Crystal growth and orientations in vacuum-condensed silver films and their systematic dependance on the residual air pressure, film thickness, rate of deposition and substrate temperature

Abstract

Grazing-incidence electron diffraction is used to show the surface structure and mode of growth of silver films condensed in vacuum, in relation to film thickness H, rate of deposition, substrate temperature and, especially, the residual gas nature and pressure p. In air at 7 × 10−6 to 7 × 10−3 torr, on glass at room temperature, silver deposited at 30-35 Å s−1 showed random polycrystalline initial structure up to a certain thickness, then {111} orientation, then additional {111} twinning, followed by {110} and later {110}+{211} orientation, at all these pressures.

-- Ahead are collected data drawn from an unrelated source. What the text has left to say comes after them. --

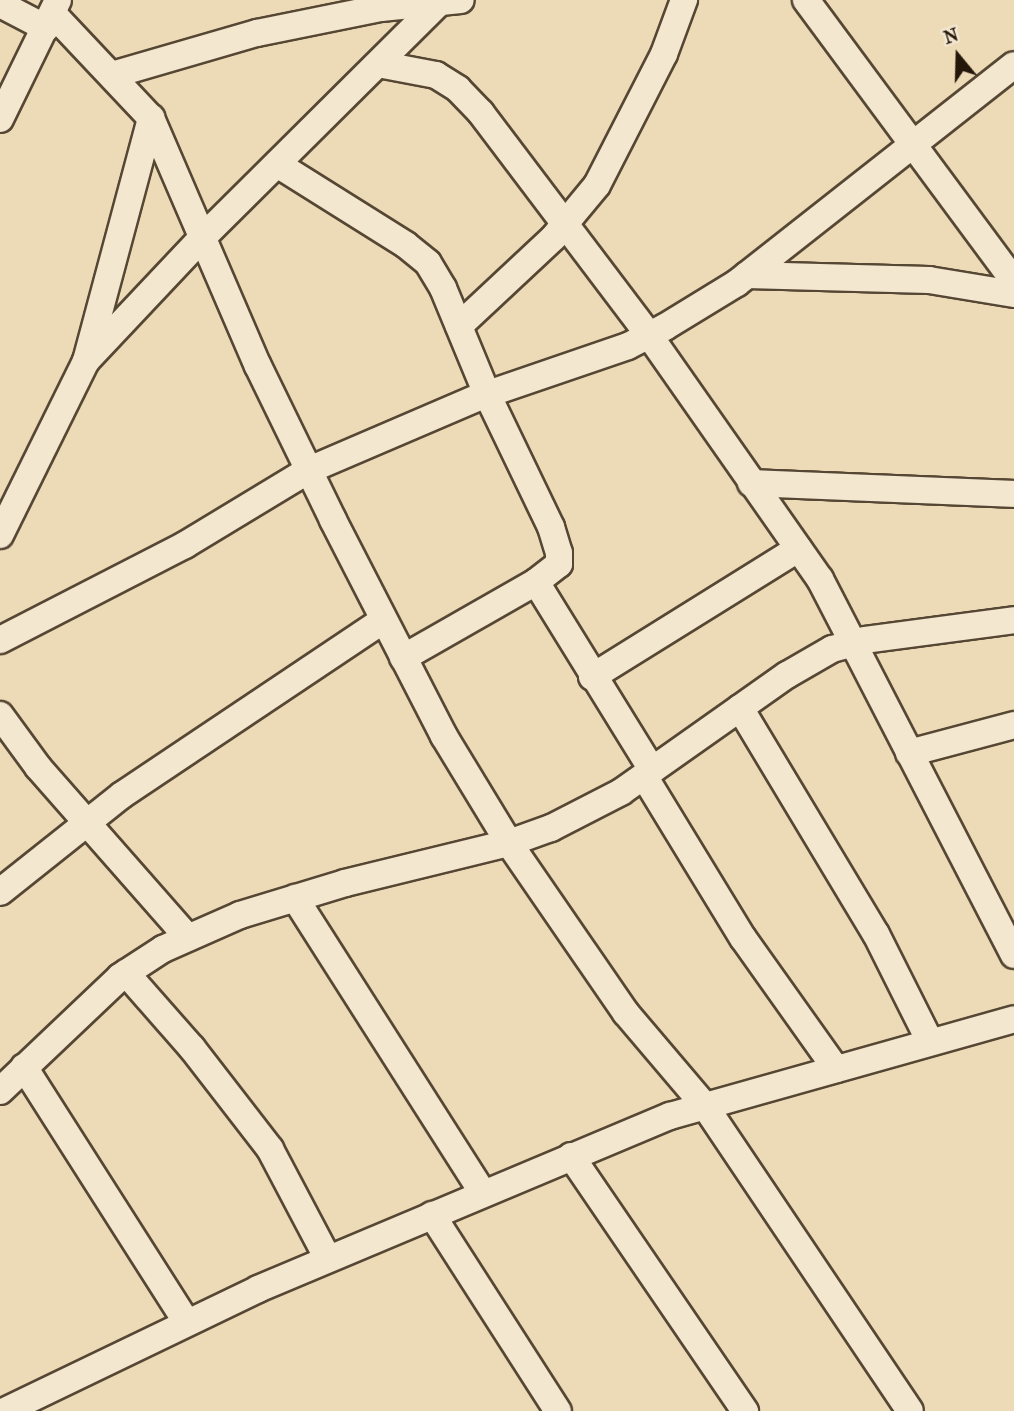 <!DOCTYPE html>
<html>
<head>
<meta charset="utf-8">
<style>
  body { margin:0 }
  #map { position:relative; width:1014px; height:1411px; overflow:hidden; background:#eddab7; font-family:"IM FELL French Canon",serif }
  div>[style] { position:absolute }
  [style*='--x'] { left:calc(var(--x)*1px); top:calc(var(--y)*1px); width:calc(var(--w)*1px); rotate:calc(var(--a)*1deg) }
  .roads { filter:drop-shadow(2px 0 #564734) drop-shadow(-2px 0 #564734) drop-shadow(0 2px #564734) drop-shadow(0 -2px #564734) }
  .minor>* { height:26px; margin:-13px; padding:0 13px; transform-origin:13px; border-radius:13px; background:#f3e7d0 }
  span { translate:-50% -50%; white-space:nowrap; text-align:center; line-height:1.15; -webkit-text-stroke:7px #f3e7d0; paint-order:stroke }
  .north { position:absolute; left:923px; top:21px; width:70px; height:70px; -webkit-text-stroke:5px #f3e7d0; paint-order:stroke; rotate:341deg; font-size:19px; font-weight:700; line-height:28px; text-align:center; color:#241609 }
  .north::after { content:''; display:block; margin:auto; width:24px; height:32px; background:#241609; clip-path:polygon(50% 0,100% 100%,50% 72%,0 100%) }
</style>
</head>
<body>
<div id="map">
  <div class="roads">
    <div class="minor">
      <i style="--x:806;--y:0;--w:350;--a:53.5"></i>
      <i style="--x:0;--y:4;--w:52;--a:27.6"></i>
      <i style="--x:53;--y:14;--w:143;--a:46.7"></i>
      <i style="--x:151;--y:118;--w:270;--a:66.7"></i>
      <i style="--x:258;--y:366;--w:171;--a:64"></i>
      <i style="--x:333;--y:520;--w:243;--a:62.8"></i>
      <i style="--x:444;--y:736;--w:125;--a:58.7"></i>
      <i style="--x:509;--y:843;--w:206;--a:55.5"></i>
      <i style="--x:626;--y:1013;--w:122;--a:49.7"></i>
      <i style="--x:705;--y:1106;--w:367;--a:56.1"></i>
      <i style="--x:378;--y:64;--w:59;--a:10.7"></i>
      <i style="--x:436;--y:75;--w:26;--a:32"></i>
      <i style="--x:458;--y:89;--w:33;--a:46"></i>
      <i style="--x:481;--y:113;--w:278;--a:52.9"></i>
      <i style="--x:649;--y:335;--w:298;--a:55"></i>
      <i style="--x:820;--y:579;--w:423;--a:62.7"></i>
      <i style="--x:112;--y:75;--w:151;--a:-16.2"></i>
      <i style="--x:257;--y:33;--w:126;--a:-11.4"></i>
      <i style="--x:381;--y:8;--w:80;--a:-5.7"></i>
      <i style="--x:0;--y:119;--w:132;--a:-64"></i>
      <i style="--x:277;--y:164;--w:152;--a:32.1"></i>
      <i style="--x:406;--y:245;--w:28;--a:39"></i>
      <i style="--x:428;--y:263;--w:29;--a:59"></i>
      <i style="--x:443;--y:288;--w:115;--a:67.5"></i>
      <i style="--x:487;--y:394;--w:148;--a:64.3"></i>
      <i style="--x:551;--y:527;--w:27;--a:73"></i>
      <i style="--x:559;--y:553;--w:11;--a:90"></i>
      <i style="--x:559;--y:564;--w:29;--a:142"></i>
      <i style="--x:536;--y:582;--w:153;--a:150.3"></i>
      <i style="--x:747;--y:275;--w:182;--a:1.6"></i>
      <i style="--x:929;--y:280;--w:86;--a:9.4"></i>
      <i style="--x:459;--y:326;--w:130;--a:-43.1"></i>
      <i style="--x:554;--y:237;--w:67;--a:-50.4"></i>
      <i style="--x:597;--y:185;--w:147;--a:-62.9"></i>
      <i style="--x:664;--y:54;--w:58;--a:-69.7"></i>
      <i style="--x:86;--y:361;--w:170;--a:-46.7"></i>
      <i style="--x:203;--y:237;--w:334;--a:-44.8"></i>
      <i style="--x:751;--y:483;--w:263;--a:2.4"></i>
      <i style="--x:0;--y:535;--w:194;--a:-63.7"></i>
      <i style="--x:86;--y:361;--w:252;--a:-75"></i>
      <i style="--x:536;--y:582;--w:221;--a:58.3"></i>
      <i style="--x:0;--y:640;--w:208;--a:-27.2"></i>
      <i style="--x:185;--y:545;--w:145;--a:-31.2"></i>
      <i style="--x:309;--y:470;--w:188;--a:-23.2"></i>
      <i style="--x:482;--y:396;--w:154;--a:-18.9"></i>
      <i style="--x:628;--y:346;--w:42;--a:-27.2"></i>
      <i style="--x:665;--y:327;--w:84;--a:-31.4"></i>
      <i style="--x:737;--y:283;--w:352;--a:-38.2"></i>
      <i style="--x:592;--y:677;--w:243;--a:-31.9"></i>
      <i style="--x:740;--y:708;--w:264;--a:59"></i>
      <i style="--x:876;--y:934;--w:121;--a:63.4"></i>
      <i style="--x:0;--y:715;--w:64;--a:53.8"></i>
      <i style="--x:38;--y:767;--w:227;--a:48.7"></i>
      <i style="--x:909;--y:753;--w:109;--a:-14.9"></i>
      <i style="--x:644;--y:776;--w:190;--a:58.6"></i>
      <i style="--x:743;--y:938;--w:161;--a:54.6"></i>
      <i style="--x:0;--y:892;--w:156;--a:-38.5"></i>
      <i style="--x:122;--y:795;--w:314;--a:-33.8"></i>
      <i style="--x:295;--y:898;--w:350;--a:57.5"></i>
      <i style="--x:126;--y:973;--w:100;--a:48.7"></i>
      <i style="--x:192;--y:1048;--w:128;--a:52.3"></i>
      <i style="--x:270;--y:1149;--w:124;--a:62.2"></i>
      <i style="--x:24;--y:1067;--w:303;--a:57.5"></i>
      <i style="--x:0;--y:1091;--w:166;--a:-43.5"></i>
      <i style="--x:120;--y:977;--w:51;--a:-33.1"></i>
      <i style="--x:163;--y:949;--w:84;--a:-23.8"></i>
      <i style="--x:240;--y:915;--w:110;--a:-16.9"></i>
      <i style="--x:345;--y:883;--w:169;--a:-13.7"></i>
      <i style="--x:509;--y:843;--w:45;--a:-19.7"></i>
      <i style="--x:551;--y:828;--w:79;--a:-27.2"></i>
      <i style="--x:621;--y:792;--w:203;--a:-35.2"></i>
      <i style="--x:787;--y:675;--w:52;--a:-30"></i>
      <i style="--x:832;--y:649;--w:34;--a:-15"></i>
      <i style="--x:865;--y:640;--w:150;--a:-7.6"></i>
      <i style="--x:571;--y:1156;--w:309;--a:55.7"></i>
      <i style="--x:432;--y:1215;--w:233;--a:57.3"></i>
      <i style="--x:5;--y:1411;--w:281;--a:-25.7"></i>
      <i style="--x:258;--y:1289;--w:447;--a:-22.8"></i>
      <i style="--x:670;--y:1116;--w:357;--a:-15.7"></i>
    </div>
  </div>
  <div class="north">N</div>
</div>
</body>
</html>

Additionally some hexagonal silver was present in films at 10−3 to 10−2 torr of air or nitrogen, but not oxygen. The thickness at which these orientations were first observed is approximately H=Kprime ln (p0/p), where Kprime and p0 are constants, p0 being approximately 2 × 10−2 torr.The {111} orientation results from {111} crystal faces being formed, and more rapid lateral growth and predominance of crystals with this face normal to the vapour stream. The {110} and {211} orientations appear to be due to secondary twinning combined with presence of {110} or {211} faces on the twins.A theory is developed which accounts well for the (H, ln p) rectilinear locus in terms of a Temkin isotherm for adsorption of the oxygen, and indicates a stepped nature of the {111} faces. The coverage fraction θ of the oxygen adsorption is estimated.At 60-160 Å s−1, the {111} orientation develops slightly earlier, but little or no twinning occurs at up to 12 000 Å film thickness.